- _GIVEN INFORMATION_

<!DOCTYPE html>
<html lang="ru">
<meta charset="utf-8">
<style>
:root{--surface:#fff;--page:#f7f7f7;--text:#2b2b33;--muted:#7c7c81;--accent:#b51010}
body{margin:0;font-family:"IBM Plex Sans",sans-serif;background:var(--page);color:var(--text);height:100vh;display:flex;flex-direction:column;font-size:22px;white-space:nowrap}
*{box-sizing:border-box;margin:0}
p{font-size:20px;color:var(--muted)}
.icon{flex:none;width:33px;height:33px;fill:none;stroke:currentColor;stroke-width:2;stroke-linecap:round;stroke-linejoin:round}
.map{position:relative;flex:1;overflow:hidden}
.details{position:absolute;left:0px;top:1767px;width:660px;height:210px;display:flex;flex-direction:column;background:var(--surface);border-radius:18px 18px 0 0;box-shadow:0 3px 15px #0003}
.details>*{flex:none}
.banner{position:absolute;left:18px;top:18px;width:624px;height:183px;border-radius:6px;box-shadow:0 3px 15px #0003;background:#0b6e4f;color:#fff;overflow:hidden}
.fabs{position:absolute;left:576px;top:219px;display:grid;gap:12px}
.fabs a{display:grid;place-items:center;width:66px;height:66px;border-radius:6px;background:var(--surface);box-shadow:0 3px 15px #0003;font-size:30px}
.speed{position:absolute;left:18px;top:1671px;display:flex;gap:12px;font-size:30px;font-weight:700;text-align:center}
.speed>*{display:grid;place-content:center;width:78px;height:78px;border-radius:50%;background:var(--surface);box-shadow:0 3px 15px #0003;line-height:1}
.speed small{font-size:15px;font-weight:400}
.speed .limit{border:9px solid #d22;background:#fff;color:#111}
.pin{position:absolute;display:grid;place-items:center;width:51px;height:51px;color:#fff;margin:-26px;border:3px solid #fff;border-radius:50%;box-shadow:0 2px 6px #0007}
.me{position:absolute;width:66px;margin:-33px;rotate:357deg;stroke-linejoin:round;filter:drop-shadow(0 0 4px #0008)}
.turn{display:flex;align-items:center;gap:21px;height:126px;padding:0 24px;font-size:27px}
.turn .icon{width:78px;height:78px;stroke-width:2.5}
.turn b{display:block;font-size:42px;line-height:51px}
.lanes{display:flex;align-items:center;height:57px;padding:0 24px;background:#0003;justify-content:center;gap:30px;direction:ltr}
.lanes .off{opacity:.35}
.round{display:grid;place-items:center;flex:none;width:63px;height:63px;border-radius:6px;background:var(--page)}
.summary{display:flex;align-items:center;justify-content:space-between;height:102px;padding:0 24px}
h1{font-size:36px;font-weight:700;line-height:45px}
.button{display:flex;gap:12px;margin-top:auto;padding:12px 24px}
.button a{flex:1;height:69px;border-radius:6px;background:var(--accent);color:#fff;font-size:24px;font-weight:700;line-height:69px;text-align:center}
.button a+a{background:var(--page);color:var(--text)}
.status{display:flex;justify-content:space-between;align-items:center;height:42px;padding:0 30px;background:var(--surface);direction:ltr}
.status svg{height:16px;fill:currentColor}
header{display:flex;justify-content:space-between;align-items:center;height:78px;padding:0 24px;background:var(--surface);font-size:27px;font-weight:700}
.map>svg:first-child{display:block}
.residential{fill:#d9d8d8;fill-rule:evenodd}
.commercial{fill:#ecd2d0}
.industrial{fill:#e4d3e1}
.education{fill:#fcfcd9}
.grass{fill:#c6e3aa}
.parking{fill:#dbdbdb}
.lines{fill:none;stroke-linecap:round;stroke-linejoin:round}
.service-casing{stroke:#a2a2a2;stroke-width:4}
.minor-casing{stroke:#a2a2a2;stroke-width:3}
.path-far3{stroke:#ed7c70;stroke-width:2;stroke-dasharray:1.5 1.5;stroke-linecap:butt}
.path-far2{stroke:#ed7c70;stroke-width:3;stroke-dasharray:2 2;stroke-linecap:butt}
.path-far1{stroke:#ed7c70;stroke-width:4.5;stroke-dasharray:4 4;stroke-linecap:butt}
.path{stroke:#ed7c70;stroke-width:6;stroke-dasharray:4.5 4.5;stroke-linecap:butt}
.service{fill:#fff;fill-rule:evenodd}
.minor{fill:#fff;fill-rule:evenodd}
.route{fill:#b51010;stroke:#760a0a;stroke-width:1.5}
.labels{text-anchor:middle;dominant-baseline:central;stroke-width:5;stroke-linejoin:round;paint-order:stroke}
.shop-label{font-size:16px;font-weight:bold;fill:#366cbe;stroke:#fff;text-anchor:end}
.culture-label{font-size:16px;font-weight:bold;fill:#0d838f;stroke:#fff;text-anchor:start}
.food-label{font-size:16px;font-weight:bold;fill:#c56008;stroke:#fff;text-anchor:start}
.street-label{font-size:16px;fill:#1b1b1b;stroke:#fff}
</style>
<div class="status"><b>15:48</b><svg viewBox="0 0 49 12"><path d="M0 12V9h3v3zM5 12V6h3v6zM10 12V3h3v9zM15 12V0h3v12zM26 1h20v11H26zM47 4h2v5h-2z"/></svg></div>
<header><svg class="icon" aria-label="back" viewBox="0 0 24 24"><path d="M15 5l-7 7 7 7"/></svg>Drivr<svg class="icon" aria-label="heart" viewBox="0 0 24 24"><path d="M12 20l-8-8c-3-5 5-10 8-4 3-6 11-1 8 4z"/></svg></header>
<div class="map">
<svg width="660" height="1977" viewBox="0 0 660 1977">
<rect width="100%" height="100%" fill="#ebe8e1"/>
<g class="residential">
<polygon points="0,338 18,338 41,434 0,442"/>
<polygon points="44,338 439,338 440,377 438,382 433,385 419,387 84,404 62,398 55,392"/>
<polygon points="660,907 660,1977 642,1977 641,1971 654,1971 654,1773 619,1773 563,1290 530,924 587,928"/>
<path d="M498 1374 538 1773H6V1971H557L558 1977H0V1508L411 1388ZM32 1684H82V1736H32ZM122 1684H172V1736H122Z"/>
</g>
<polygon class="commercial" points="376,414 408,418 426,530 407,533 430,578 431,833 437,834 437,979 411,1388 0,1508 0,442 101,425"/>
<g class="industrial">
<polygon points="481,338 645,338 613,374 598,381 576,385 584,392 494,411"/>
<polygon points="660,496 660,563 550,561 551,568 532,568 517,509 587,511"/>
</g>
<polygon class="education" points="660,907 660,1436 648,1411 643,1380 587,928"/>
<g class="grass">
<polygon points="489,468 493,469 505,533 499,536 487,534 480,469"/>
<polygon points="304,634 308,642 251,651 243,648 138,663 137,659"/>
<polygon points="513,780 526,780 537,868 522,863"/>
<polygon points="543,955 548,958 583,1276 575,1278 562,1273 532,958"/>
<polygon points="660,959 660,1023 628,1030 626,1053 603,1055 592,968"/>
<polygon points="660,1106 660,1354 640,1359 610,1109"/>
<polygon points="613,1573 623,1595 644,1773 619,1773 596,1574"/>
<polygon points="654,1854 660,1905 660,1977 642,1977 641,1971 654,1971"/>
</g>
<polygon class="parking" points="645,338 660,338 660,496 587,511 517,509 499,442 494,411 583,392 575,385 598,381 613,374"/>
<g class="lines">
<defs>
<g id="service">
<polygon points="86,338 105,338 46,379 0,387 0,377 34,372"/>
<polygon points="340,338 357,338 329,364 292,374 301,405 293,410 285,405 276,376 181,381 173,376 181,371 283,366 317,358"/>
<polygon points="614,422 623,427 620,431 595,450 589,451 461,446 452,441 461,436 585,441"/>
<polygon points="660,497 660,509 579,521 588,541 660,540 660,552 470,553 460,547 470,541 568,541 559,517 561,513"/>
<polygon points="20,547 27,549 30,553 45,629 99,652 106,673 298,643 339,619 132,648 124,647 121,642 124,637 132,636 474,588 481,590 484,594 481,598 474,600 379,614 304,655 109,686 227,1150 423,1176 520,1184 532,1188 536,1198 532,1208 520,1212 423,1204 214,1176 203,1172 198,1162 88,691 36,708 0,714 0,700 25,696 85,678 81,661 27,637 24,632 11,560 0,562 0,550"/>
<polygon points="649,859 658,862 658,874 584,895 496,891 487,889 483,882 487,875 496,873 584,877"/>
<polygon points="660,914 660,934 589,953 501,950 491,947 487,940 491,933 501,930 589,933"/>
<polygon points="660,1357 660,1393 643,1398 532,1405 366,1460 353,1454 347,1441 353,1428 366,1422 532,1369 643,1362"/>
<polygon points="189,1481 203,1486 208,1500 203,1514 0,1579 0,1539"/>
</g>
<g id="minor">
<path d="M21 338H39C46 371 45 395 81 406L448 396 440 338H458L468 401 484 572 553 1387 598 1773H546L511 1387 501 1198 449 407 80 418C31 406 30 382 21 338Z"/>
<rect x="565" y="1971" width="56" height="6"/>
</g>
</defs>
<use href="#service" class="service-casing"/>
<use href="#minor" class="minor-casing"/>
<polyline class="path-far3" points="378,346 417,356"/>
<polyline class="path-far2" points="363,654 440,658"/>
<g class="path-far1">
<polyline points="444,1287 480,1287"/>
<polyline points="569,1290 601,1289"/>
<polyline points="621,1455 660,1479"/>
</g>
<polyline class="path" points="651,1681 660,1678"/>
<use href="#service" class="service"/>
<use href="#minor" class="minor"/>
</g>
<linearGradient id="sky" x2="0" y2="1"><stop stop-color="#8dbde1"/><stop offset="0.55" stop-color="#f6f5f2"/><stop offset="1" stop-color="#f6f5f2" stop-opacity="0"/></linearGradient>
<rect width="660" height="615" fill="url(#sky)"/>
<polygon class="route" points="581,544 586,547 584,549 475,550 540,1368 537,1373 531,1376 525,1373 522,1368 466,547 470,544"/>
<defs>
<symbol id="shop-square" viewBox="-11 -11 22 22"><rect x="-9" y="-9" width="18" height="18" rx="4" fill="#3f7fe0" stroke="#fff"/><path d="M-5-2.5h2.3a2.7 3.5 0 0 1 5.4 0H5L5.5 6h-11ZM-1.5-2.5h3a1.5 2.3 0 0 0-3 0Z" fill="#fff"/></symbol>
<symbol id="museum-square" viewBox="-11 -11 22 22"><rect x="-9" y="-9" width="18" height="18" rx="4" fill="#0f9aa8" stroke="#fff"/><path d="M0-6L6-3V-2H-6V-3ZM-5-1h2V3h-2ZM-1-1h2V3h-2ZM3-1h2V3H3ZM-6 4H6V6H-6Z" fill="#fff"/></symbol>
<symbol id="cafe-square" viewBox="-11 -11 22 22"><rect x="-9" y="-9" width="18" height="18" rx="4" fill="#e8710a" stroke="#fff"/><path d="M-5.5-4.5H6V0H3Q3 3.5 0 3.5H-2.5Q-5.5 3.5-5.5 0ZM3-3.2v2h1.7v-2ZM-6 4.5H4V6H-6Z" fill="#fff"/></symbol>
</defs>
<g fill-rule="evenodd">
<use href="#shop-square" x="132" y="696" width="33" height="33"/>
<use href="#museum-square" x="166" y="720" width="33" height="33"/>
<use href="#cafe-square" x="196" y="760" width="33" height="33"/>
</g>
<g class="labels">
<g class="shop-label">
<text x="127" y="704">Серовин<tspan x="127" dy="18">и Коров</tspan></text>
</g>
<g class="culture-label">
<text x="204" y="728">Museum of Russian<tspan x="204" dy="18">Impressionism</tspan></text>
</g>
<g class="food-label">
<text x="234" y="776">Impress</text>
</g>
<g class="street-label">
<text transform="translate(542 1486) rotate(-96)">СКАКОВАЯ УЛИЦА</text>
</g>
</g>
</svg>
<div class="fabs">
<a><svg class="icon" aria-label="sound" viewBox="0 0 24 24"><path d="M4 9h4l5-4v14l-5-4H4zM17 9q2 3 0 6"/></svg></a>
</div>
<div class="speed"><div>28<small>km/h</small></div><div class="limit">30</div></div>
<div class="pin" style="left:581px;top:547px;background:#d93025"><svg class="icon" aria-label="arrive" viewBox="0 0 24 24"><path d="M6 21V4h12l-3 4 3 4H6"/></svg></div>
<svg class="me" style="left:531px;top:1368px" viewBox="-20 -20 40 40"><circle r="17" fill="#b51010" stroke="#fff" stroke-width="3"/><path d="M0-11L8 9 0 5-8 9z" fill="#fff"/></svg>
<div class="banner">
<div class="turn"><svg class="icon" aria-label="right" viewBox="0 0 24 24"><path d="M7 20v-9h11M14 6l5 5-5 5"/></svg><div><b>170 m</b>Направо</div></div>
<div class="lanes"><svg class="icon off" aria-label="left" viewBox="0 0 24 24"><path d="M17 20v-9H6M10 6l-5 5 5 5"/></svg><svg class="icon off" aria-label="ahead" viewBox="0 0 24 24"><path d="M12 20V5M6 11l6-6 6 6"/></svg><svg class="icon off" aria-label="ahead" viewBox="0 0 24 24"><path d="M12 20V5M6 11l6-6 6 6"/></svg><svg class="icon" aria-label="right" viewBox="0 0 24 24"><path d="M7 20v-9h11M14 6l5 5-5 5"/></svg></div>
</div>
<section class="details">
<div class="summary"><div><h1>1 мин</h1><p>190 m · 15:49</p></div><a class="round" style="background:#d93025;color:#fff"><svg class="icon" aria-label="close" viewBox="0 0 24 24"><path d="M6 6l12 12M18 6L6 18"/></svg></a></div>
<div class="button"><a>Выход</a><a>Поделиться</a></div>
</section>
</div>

- _YOUR TASK_
What is needed is every line from the beginning of the data up to and including the line with "18px 0 0;box-shadow:0", given again word for word.

- _RESPONSE TO THIS EXERCISE_
<!DOCTYPE html>
<html lang="ru">
<meta charset="utf-8">
<style>
:root{--surface:#fff;--page:#f7f7f7;--text:#2b2b33;--muted:#7c7c81;--accent:#b51010}
body{margin:0;font-family:"IBM Plex Sans",sans-serif;background:var(--page);color:var(--text);height:100vh;display:flex;flex-direction:column;font-size:22px;white-space:nowrap}
*{box-sizing:border-box;margin:0}
p{font-size:20px;color:var(--muted)}
.icon{flex:none;width:33px;height:33px;fill:none;stroke:currentColor;stroke-width:2;stroke-linecap:round;stroke-linejoin:round}
.map{position:relative;flex:1;overflow:hidden}
.details{position:absolute;left:0px;top:1767px;width:660px;height:210px;display:flex;flex-direction:column;background:var(--surface);border-radius:18px 18px 0 0;box-shadow:0 3px 15px #0003}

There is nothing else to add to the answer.